This needs to be tested.

Command used and terminal output

No response

Relevant files

No response

System information

No response

nschcolnicov commented 2 months ago

@lpantano Im looking into this, thanks for creating the issue

nschcolnicov commented 2 months ago

My original thought was that the nf-core/fastp module attempts to create a symlink of the file, within the module execution, and since the .fastq file is already a symlink, it creates a symlink to an empty file. If this was the case, using stageInMode 'copy' should fix it, and it doesn't. I copied the workdirectory and I copied the file manually into the work directory, but it would still generate an empty file after running the symlink command. So it is not an issue on how the file is being staged, but with the symlink command itself. Upon further testing, I saw that the symlink works without any issues, and creates a file that should be good to use, the issue is that fastp is overwriting the input file since the output file name is generated by adding .fastp to the input file, which makes it have the same name as the original input file, which the symlink refers to.
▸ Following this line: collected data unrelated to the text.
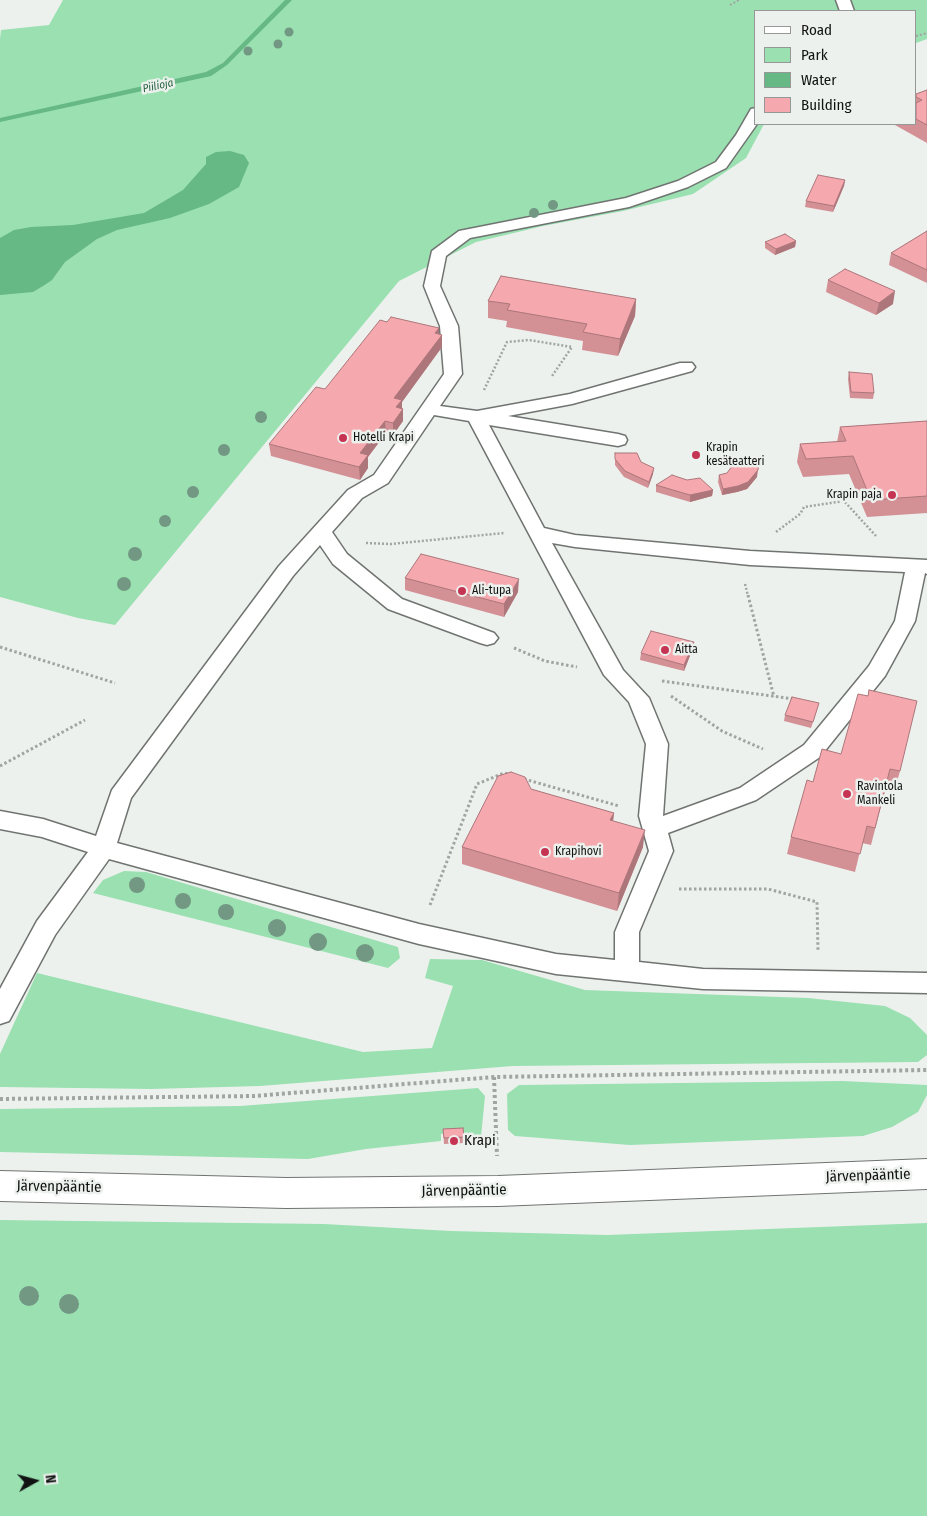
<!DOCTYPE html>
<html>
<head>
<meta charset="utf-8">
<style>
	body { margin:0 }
	#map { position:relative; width:927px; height:1516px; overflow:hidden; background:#edf1ee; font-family:"Fira Sans Condensed",sans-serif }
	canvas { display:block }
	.legend { position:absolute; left:754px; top:10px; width:162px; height:115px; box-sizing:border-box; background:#edf1ee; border:1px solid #959896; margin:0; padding:6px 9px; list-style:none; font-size:15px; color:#111312 }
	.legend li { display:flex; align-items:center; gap:10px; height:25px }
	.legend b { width:25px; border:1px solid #959896 }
	.north { position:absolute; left:10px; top:1456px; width:50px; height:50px; -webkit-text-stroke:4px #edf1ee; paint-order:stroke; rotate:83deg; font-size:14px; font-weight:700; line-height:20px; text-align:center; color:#111312 }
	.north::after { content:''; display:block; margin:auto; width:18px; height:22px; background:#111312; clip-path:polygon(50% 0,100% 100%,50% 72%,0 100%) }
</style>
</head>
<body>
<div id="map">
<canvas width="927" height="1516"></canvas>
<ul class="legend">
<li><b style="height:6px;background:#fff"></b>Road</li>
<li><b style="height:14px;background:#9ae0b1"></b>Park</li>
<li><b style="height:14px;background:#66b884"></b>Water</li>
<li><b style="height:14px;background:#f5a9af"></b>Building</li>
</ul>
<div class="north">N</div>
</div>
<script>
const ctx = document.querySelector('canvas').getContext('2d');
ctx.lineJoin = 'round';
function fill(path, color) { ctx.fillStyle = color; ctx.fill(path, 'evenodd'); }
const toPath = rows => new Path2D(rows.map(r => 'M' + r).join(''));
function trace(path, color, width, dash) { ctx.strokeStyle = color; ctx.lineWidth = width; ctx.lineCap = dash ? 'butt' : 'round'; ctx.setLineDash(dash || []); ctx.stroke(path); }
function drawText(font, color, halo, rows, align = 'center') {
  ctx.font = font + ' "Fira Sans Condensed",sans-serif'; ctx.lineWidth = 5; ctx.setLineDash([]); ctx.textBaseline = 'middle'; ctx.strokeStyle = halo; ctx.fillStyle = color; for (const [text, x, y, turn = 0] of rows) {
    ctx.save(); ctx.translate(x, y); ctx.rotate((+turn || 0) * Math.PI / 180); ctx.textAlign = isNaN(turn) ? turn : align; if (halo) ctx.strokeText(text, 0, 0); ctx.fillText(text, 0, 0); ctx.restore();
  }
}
fill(toPath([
	[63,0,927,0,927,39,916,43,916,11,756,11,756,124,764,124,746,158,693,194,623,211,543,226,476,242,399,281,115,625,78,618,0,597,0,39,1,30,49,25],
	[124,871,146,872,398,947,400,958,388,968,93,893,103,880],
	[430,959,482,960,585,990,808,998,885,1006,910,1018,927,1035,927,1055,918,1062,513,1066,260,1086,151,1089,0,1087,0,1054,37,973,363,1052,432,1048,453,986,425,978],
	[842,1081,927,1085,927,1095,918,1112,892,1127,863,1136,630,1145,515,1136,508,1130,507,1094,519,1085],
	[478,1088,485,1096,481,1137,465,1139,465,1133,441,1134,441,1141,366,1149,308,1159,0,1152,0,1109,240,1106],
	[0,1220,324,1224,451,1231,607,1235,927,1223,927,1516,0,1516]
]), '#9ae0b1');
fill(toPath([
	[230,151,244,155,249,163,239,187,209,204,170,218,117,230,97,239,65,262,52,280,43,286,33,292,0,295,0,238,14,230,31,227,73,225,144,213,183,190,206,164,206,157,216,152]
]), '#66b884');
fill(toPath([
	[285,0,292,0,227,65,211,76,0,122,0,118,206,72,223,63,285,0]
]), '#66b884');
const service = toPath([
	[836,0,850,0,854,11,840,11,836,0],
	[756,108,757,124,726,168,688,187,629,207,470,238,446,256,440,286,458,326,462,374,440,406,477,411,570,394,680,363,692,363,695,367,692,371,572,404,508,416,618,434,625,436,627,440,625,444,618,446,489,425,544,528,575,535,750,551,927,560,927,574,925,573,915,621,885,676,820,757,756,800,668,833,673,851,639,932,639,962,703,969,927,973,927,993,703,989,556,974,419,944,109,859,55,935,9,1021,0,1024,0,989,37,921,88,852,42,837,0,829,0,811,43,819,96,836,112,790,279,566,348,490,374,475,444,374,440,326,424,286,432,251,459,231,626,198,678,181,716,162,736,135,751,109,756,108],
	[434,415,469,421,604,675,629,702,646,744,639,816,649,851,615,932,615,960,556,954,419,924,117,843,131,798,293,576,320,545,333,564,388,609,480,643,487,645,494,643,498,638,494,633,402,599,347,554,332,532,362,498,388,483,434,415],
	[552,543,575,547,750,565,905,572,895,621,869,666,804,745,740,788,663,816,668,744,649,698,623,670,552,543]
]);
const secondary = toPath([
	[927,1159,927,1189,498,1206,286,1208,0,1201,0,1171,286,1178,498,1176,927,1159]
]);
trace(service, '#707471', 3);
trace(secondary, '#707471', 2);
trace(toPath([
	[730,5,739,0],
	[916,36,927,33]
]), '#a1a5a2', 2, [2, 2]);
trace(toPath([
	[484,390,507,342,529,340,572,347,552,376],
	[776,532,800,514,804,507,844,501,876,536],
	[366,543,391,544,504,533],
	[745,584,748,596]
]), '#a1a5a2', 2.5, [2, 2]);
trace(toPath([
	[748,595,774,697],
	[0,647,115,683],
	[514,648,545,661,577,667],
	[662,681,794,699],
	[671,696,722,731,763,749],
	[0,766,85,720],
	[524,779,619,806],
	[679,889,768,889,817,902,818,951],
	[430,905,477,784,504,773,509,774]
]), '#a1a5a2', 3, [2.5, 2.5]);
trace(toPath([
	[494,1077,497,1156],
	[0,1099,254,1096,494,1077,927,1070]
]), '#a1a5a2', 4, [3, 3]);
fill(service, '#fff');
fill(secondary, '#fff');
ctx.fillStyle = '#729783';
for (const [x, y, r] of [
	[289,32,4.5],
	[278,44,4.5],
	[248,51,4.5],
	[553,205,5],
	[534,213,5],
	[261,417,6],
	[224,450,6],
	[193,492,6],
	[165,521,6],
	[135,554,7],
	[124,584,7],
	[137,885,8],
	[183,901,8],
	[226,912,8],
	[277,928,9],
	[318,942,9],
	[365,953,9],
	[29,1296,10],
	[69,1304,10]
]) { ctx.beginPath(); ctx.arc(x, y, r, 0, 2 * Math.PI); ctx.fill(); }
fill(toPath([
	[927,90,927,143,895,125,896,124,916,124,916,94],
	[845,180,844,186,833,212,805,207,806,201],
	[927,231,927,283,889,265,891,253],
	[796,241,795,247,775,255,765,248,765,242],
	[828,280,893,304,876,315,826,292],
	[636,299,635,316,618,356,582,350,583,341,506,327,507,321,488,318,488,301],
	[387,322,439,328,439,334,442,335,442,347,402,402,402,408,403,409,403,421,393,435,386,433,368,457,368,468,360,480,271,456,269,444,325,389],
	[849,372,874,393,873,399,850,398,848,379],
	[927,421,927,513,867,517,849,474,803,477,797,462,800,444,837,442,840,427],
	[615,453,641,462,653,474,648,488,624,477,615,465],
	[719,475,757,477,747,489,737,492,722,495,718,482],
	[656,485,713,490,712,496,690,502,656,492],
	[405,578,518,592,504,617,405,590],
	[693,648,684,671,640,660,641,653],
	[817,710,811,728,784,721,785,715],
	[822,749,900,771,895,789,886,787,871,845,862,843,855,872,787,854,791,837,813,782],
	[531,789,614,813,613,821,643,847,617,911,462,864,462,847],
	[463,1128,464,1143,444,1144,443,1129]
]), '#d39196');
fill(toPath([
	[845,180,844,186,833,212,834,206],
	[796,241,795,247,775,255,776,249],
	[895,291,893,304,876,315,879,303],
	[636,299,635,316,618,356,620,339],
	[439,328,439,338,442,335,442,347,402,402,402,410,403,409,403,421,393,435,393,423,394,398,435,333],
	[385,421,386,433,368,457,368,468,360,480,359,467,360,453],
	[654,468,653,474,648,488,649,482],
	[758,470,757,477,747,489,737,492,722,495,723,489],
	[713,490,712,496,690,502,690,495],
	[519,579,518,592,504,617,504,604],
	[694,642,693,648,684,671,684,665],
	[614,813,612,830,610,820],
	[645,830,643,847,617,911,619,893]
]), '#ac767a');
const building = toPath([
	[927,90,927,125,916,119,916,103,922,100,916,97,916,94,927,90],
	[818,175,845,180,834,206,806,201,818,175],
	[927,231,927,270,891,253,927,231],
	[785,234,796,241,776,249,765,242,785,234],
	[845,269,895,291,879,303,828,280,845,269],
	[501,276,636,299,620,339,583,332,587,324,507,310,510,304,488,301,501,276],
	[391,317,439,328,435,333,442,335,394,398,402,400,396,407,403,409,393,423,385,421,360,453,368,455,359,467,269,444,316,387,325,389,380,320,387,322,391,317],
	[849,372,872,374,874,393,851,392,849,372],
	[927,421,927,496,871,500,853,456,806,459,800,444,846,441,840,427,927,421],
	[615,453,637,453,641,462,654,468,649,482,625,471,615,459,615,453],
	[735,462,759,463,758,470,748,482,738,486,723,489,719,475,727,473,735,462],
	[672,475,687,480,700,478,713,490,690,495,656,485,672,475],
	[421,554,519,579,504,604,405,578,421,554],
	[651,631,694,642,684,665,641,653,651,631],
	[869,690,917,701,900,771,890,769,875,828,867,826,860,854,791,837,807,780,813,782,822,749,841,754,858,694,868,696,869,690],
	[792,697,819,703,813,722,785,715,792,697],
	[511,772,525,777,531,789,614,813,610,820,645,830,619,893,462,847,498,776,511,772],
	[463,1128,464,1137,444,1138,443,1129,463,1128]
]);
fill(building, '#f5a9af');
trace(building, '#ac767a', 1);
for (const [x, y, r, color] of [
	[343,438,5,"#c53452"],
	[696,455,5,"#c53452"],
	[892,495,5,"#c53452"],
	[462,591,5,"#c53452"],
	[665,650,5,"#c53452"],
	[847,794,5,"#c53452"],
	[545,852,5,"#c53452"],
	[454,1141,5,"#c53452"]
]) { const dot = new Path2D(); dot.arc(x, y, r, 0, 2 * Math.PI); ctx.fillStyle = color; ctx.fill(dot); trace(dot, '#edf1ee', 2); }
drawText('italic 11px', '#26613f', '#edf1ee', [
	["Piilioja",158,86,-12]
]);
drawText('12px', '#111312', '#edf1ee', [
	["Hotelli Krapi",353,438],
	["Krapin",706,448],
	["kesäteatteri",706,462],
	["Krapin paja",882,495,"right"],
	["Ali-tupa",472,591],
	["Aitta",675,650],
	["Ravintola",857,787],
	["Mankeli",857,801],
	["Krapihovi",555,852]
], 'left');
drawText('15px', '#111312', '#edf1ee', [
	["Krapi",464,1141]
], 'left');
drawText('15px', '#111312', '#edf1ee', [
	["Järvenpääntie",868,1176,-2],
	["Järvenpääntie",59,1187,1],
	["Järvenpääntie",464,1191,-1]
]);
</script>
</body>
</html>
I updated the prefix, so that the output file gets renamed to something different from the input file. I'll update the PR

lpantano commented 2 months ago

Thank you, it is tricky. Is the output channel only getting the one fastq file we want, just asking this because this line:

    tuple val(meta), path('*.fastp.fastq.gz') , optional:true, emit: reads

The prefix is not taking in consideration, and I am not sure if more than one file will go into the channel.